« Maman! » C'est moi, ça. Je mérite ce titre, pis le point d'exclamation qui vient avec lui.

Ça se mérite, un titre comme ça. Ça se mérite, pis ça s'entretient. Je fais des introspections régulières depuis que j'ai des enfants. Parfois ça arrive bien malgré moi.

La plus importante de mes introspections est survenue lors de la lecture du texte de Carolane qui traitait des maladies mentales. Sans m'être dit « CIBOLAILLE, je suis en dépression! », ce billet a fait sonner une cloche dans ma tête. J'ai appelé au CLSC pour demander de rencontrer une travailleuse sociale, juste parce que je suis une maman et que je ne voulais pas prendre de chance : une maladie mentale non-traitée pourrait avoir des répercussions sur la vie de mes enfants.

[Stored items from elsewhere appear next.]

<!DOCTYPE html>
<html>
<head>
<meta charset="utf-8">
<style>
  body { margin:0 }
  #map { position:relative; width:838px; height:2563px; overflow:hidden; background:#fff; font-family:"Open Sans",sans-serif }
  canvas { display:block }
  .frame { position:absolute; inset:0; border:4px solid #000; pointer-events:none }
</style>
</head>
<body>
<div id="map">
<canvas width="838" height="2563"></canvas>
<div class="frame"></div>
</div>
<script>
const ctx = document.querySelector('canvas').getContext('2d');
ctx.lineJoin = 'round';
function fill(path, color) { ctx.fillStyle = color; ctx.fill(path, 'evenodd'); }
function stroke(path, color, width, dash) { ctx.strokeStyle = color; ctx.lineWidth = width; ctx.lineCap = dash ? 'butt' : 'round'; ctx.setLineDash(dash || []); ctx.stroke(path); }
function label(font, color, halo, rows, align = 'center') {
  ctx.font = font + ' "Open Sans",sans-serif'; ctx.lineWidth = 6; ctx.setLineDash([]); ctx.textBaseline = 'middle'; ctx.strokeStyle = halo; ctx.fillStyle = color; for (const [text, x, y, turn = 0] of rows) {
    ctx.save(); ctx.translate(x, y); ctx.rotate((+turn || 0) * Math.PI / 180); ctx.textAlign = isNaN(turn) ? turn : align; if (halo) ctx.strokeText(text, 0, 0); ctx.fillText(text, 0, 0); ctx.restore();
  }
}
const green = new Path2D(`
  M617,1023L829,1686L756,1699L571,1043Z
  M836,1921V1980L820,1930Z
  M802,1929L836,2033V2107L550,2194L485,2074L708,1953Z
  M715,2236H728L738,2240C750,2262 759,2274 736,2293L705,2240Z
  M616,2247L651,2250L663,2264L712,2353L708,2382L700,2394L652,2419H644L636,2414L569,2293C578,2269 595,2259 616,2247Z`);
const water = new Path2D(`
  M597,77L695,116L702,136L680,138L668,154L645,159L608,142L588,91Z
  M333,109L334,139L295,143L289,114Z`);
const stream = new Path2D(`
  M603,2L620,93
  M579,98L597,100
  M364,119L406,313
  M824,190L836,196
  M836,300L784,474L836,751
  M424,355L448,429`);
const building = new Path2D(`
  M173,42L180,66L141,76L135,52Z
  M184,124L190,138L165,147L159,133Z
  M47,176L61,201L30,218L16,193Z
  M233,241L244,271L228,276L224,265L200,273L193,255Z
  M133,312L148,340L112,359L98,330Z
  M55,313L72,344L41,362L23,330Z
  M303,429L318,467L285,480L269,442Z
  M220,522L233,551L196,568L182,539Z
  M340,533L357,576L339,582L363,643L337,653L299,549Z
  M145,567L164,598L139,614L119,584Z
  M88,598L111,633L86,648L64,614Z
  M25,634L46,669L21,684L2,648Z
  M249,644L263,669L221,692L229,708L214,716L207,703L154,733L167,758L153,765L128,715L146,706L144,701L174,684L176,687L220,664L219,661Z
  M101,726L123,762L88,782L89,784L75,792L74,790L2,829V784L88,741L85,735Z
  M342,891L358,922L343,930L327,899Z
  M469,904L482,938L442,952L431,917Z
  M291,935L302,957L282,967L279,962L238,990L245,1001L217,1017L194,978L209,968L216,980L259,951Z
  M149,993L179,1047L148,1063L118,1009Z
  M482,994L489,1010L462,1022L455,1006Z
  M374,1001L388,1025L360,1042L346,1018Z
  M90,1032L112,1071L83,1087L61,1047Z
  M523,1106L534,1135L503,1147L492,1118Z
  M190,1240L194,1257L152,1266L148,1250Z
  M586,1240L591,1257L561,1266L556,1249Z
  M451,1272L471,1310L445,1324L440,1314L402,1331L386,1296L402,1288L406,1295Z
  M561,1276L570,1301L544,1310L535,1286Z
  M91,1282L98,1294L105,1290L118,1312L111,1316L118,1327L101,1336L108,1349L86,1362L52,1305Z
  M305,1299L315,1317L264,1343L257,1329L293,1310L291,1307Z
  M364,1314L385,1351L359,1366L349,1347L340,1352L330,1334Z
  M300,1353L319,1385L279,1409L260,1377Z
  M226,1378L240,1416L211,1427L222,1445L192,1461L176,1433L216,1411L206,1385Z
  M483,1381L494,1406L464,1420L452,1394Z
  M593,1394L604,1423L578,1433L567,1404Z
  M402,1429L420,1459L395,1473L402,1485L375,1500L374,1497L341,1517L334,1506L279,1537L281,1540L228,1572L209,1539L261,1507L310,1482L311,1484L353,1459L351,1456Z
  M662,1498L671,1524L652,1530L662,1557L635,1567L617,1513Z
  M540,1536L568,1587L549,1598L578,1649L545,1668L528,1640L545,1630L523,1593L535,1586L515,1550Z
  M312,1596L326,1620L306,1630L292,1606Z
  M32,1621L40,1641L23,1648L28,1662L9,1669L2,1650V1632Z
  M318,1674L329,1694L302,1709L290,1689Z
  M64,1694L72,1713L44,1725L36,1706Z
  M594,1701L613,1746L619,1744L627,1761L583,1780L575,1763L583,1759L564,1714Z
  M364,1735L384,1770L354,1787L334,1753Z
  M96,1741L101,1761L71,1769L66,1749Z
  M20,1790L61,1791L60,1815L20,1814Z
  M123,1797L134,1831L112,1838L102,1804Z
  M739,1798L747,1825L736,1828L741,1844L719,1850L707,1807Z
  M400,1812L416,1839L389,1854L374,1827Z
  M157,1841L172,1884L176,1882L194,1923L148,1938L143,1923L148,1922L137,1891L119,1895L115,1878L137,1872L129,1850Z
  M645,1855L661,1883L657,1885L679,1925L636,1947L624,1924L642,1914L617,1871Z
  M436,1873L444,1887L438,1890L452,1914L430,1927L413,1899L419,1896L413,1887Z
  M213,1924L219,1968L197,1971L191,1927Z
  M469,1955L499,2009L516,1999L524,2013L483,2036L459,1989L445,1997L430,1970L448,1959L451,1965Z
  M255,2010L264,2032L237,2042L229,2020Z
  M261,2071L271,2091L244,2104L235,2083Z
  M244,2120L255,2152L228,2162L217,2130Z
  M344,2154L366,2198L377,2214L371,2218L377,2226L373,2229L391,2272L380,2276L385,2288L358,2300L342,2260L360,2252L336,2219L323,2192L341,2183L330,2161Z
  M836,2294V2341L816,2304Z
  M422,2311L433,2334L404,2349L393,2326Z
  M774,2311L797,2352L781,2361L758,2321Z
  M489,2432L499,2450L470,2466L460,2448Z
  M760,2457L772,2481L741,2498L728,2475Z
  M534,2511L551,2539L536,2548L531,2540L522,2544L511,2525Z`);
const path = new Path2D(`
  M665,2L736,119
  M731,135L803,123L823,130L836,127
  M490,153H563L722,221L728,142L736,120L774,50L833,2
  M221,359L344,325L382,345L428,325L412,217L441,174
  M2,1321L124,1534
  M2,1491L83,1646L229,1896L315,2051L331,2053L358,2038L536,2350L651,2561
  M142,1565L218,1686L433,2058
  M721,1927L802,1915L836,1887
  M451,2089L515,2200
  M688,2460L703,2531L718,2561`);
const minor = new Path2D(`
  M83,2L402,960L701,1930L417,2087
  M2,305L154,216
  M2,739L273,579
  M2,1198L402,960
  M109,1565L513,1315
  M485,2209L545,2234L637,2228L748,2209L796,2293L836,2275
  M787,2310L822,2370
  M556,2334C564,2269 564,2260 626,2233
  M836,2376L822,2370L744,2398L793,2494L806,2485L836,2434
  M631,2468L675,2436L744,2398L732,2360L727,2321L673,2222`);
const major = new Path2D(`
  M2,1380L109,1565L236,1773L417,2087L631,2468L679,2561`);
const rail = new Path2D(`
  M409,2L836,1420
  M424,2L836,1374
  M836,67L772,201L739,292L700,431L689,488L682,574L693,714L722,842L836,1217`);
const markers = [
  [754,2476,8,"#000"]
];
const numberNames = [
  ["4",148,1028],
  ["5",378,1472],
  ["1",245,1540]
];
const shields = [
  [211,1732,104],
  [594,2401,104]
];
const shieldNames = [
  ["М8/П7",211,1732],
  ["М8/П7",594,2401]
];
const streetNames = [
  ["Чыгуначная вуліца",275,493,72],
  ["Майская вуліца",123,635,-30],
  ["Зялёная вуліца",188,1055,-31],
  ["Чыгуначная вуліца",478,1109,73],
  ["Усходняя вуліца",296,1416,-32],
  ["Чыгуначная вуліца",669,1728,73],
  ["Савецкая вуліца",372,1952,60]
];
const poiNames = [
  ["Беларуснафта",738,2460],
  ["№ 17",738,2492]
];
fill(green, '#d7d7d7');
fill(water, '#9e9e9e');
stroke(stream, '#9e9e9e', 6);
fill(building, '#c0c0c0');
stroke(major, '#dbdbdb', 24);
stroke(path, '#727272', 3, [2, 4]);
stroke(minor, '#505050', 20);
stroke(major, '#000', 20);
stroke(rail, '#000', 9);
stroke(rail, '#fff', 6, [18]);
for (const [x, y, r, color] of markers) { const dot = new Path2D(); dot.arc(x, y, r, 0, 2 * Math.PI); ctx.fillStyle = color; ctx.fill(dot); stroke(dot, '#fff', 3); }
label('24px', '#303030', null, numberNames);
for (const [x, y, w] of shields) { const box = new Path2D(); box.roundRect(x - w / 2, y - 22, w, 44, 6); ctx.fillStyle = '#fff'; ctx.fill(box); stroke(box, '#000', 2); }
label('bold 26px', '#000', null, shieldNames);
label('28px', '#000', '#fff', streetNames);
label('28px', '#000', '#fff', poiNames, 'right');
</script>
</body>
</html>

La personne au bout du fil m'a dit quelque chose qui a changé ma vie.

« Parlez-moi de votre consommation d'alcool. »

Je lui ai répondu que j'aimais bien mon gin. Que, oui, je buvais plus que la moyenne des gens. Mais pas assez pour avoir recours à un programme d'aide. Quoique pour le bien-être de mes trésors, j'accepterais de rencontrer l'intervenante du programme qu'elle me présentait.

« Le programme Alcochoix+ sert à réduire et à vous faire reprendre le contrôle de votre consommation d'alcool. Selon vous, est-ce que vous buvez entre sept et trente-cinq verres standards par semaine? »

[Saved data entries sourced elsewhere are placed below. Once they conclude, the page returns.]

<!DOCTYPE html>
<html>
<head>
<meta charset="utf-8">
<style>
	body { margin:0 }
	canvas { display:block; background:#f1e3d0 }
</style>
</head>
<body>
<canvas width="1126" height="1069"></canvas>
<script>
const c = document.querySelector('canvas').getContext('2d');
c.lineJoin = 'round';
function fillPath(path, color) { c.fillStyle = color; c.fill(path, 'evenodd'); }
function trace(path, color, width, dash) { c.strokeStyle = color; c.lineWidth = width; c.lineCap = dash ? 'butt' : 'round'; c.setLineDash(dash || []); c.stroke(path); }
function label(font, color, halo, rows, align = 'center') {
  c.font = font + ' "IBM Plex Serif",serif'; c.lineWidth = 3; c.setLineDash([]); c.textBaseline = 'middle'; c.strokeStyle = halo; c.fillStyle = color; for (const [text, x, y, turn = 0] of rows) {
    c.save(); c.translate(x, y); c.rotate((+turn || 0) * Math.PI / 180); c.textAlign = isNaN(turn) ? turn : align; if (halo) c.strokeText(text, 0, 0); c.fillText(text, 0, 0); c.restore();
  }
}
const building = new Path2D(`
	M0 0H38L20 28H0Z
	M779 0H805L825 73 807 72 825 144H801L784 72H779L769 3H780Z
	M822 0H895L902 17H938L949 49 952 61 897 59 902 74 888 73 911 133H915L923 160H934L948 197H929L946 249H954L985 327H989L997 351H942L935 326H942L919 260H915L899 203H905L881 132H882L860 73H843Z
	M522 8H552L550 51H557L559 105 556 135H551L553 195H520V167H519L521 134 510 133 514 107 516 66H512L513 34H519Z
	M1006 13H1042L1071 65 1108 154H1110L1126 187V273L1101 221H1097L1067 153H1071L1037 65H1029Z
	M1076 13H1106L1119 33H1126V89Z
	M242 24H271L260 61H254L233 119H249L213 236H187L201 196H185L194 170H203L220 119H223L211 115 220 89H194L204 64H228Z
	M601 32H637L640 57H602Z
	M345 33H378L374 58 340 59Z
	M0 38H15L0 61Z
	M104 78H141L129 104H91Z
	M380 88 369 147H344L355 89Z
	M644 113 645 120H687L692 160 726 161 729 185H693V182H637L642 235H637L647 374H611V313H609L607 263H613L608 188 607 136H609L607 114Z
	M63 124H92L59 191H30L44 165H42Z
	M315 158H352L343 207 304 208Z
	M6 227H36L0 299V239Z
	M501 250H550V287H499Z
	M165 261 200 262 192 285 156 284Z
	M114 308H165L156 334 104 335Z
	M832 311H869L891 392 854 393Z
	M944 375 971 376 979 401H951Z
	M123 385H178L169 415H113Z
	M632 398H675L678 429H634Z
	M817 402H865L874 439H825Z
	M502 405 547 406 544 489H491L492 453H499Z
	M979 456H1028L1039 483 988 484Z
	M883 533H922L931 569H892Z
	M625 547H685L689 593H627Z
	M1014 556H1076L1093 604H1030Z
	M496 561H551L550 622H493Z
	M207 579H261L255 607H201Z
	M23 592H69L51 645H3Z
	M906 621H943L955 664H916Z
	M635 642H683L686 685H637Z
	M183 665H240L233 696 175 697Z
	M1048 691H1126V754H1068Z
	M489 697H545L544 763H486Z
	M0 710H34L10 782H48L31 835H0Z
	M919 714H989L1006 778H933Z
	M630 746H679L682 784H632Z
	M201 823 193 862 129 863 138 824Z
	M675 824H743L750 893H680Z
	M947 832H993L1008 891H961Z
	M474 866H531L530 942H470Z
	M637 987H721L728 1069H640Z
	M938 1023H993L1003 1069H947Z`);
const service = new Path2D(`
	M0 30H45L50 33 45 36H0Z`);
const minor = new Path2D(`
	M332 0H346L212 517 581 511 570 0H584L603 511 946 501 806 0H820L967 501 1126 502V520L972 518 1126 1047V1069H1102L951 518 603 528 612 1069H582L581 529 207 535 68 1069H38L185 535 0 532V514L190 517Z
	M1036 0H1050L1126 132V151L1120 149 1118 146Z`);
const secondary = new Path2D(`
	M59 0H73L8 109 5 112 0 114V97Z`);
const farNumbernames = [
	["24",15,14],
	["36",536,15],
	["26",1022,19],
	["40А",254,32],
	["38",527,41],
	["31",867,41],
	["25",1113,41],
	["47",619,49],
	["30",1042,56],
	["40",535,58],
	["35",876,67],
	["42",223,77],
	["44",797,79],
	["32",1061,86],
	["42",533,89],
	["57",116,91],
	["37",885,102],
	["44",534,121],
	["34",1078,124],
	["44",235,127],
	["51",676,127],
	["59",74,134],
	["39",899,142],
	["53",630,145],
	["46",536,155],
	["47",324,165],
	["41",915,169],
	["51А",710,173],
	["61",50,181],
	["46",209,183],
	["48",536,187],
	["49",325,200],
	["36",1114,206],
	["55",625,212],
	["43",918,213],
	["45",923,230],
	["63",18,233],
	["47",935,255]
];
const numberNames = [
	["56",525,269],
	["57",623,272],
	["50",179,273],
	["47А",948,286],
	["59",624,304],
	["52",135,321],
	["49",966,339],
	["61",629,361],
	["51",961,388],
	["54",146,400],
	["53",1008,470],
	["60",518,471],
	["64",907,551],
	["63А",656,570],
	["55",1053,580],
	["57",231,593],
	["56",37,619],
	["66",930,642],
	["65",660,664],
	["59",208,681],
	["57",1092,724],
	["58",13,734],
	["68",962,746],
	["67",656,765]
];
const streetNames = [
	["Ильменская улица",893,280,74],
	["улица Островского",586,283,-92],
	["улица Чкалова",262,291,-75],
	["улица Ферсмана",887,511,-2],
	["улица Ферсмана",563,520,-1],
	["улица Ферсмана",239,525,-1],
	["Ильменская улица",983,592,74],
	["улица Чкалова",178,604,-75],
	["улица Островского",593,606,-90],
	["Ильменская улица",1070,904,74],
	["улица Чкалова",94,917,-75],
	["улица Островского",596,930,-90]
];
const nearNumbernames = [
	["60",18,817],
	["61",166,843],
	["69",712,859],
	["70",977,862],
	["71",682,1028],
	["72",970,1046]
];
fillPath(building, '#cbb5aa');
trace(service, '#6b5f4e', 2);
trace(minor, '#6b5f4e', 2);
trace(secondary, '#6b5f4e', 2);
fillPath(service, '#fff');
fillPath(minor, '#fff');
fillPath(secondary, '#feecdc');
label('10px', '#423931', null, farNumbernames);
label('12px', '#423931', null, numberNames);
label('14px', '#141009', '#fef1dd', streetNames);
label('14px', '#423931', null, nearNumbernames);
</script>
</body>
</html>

« Entre sept et trente-cinq drinks par semaine, c'est moi, ça! » que j'y'ai dit.

Une rencontre avec l'intervenante a été fixée. J'y suis allée avec mes deux enfants.

Cette intervenante (Je n'aime pas l'appeler « intervenante ». Si ça ne vous dérange pas, je vais l'appeler Beyoncé. Parce que, comme Beyoncé, l'intervenante en question est formidable. Pis j'aurai l'air de connaître Beyoncé dans la vraie de vraie vie.) et moi avons rapidement connecté. Je l'ai tout de suite aimée.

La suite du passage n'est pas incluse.